The awareness and fear of hackings, however, has not necessarily led to increased vigilance, the survey suggests. Only a small minority of providers and device manufacturers say they are taking "significant steps" to prevent cyberattacks.

In fact, less than 10 percent of manufacturers say they test their devices annually to gauge vulnerabilities to cyberattacks.

Guidance from the FDA on how to prevent cyberattacks is also regularly ignored: Barely half of device manufacturers report following the advice of the federal agency. Less than half of health care providers say the same.

In many cases, the report finds, device manufacturers and medical providers lack a person who is in charge of cybersecurity or who would otherwise be deemed responsible for overseeing the anti-hacking efforts.

While hackings have been around as long as computers, prominent cyberattacks over the last two years have led to a growing sense of alarm about whether any information can truly be private again.

A critical tipping point may have come during last year's presidential election, when hackers infiltrated the email system of the Democratic National Committee as well as that of Hillary Clinton's campaign chairman, John Podesta.

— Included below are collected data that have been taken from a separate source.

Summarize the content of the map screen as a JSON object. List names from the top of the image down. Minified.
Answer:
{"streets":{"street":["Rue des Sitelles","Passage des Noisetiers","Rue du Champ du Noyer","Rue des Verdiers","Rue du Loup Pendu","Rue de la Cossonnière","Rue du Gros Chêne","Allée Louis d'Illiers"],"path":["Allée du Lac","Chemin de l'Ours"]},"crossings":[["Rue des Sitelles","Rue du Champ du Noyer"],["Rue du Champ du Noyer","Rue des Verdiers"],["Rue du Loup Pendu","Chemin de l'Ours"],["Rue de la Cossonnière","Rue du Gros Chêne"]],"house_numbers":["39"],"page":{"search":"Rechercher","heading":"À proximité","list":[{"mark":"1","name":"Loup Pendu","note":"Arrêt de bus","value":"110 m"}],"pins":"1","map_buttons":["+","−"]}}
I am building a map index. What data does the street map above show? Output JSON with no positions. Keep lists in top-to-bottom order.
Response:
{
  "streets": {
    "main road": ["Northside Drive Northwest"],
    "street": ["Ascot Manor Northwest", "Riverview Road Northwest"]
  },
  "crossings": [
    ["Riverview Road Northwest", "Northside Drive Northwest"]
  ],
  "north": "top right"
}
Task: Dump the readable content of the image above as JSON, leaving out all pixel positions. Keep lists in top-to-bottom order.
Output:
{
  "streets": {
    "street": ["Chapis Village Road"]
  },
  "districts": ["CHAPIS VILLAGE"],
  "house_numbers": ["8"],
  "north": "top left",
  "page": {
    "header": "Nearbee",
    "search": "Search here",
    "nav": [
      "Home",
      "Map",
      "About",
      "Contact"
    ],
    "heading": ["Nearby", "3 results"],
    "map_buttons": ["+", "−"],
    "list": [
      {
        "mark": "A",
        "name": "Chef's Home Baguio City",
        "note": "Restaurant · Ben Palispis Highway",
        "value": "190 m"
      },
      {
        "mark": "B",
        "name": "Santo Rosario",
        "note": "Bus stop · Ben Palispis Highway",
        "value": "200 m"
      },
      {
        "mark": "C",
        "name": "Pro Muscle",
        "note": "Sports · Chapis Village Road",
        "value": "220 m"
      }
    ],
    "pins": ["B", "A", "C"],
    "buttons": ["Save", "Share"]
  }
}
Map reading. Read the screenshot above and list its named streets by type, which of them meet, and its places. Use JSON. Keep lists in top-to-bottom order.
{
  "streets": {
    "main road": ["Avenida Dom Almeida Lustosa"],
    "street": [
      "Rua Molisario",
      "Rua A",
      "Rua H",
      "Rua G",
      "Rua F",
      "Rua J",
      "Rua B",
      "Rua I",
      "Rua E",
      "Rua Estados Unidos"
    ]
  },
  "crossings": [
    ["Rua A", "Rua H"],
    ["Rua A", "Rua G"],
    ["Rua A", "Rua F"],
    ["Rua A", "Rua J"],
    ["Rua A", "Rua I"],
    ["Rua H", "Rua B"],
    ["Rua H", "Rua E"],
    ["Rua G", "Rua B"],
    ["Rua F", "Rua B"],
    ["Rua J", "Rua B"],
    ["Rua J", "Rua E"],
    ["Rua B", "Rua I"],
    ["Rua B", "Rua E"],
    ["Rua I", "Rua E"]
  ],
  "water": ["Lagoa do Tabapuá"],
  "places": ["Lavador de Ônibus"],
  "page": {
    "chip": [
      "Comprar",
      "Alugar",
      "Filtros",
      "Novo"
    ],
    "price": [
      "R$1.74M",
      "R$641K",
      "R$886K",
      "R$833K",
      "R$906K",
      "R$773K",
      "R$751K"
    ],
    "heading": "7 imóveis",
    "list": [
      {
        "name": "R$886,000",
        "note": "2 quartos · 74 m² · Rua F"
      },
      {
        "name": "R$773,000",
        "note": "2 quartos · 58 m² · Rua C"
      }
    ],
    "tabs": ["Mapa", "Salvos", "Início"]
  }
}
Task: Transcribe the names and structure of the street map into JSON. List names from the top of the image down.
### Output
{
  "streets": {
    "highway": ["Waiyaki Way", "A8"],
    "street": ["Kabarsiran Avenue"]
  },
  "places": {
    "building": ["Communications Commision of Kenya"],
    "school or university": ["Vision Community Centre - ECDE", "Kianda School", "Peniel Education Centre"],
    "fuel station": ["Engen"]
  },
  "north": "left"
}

The subsequent conclusion by U.S. law enforcement agencies that Russian hackers sought to influence the U.S. election by leaking information damaging to Clinton both infuriated supporters of the vanquished candidate but also sent a strong signal to those who were satisfied with the election result that it could easily be their own information that is compromised next.

Attacks on health care organizations, including a successful attempt by "ransomware" hackers to extort money from a major Los Angeles hospital, also the Department of Health and Human Services to create a cybersecurity task force early in 2016 aimed at identifying best practices that providers, insurers and device manufacturers could use to avoid devastating attacks.

In a report released this month, the task force recommended developing a health care-specific security framework that would offer medical professionals more specific guidance than what is currently offered by the National Institute of Standards and Technology Cybersecurity Framework.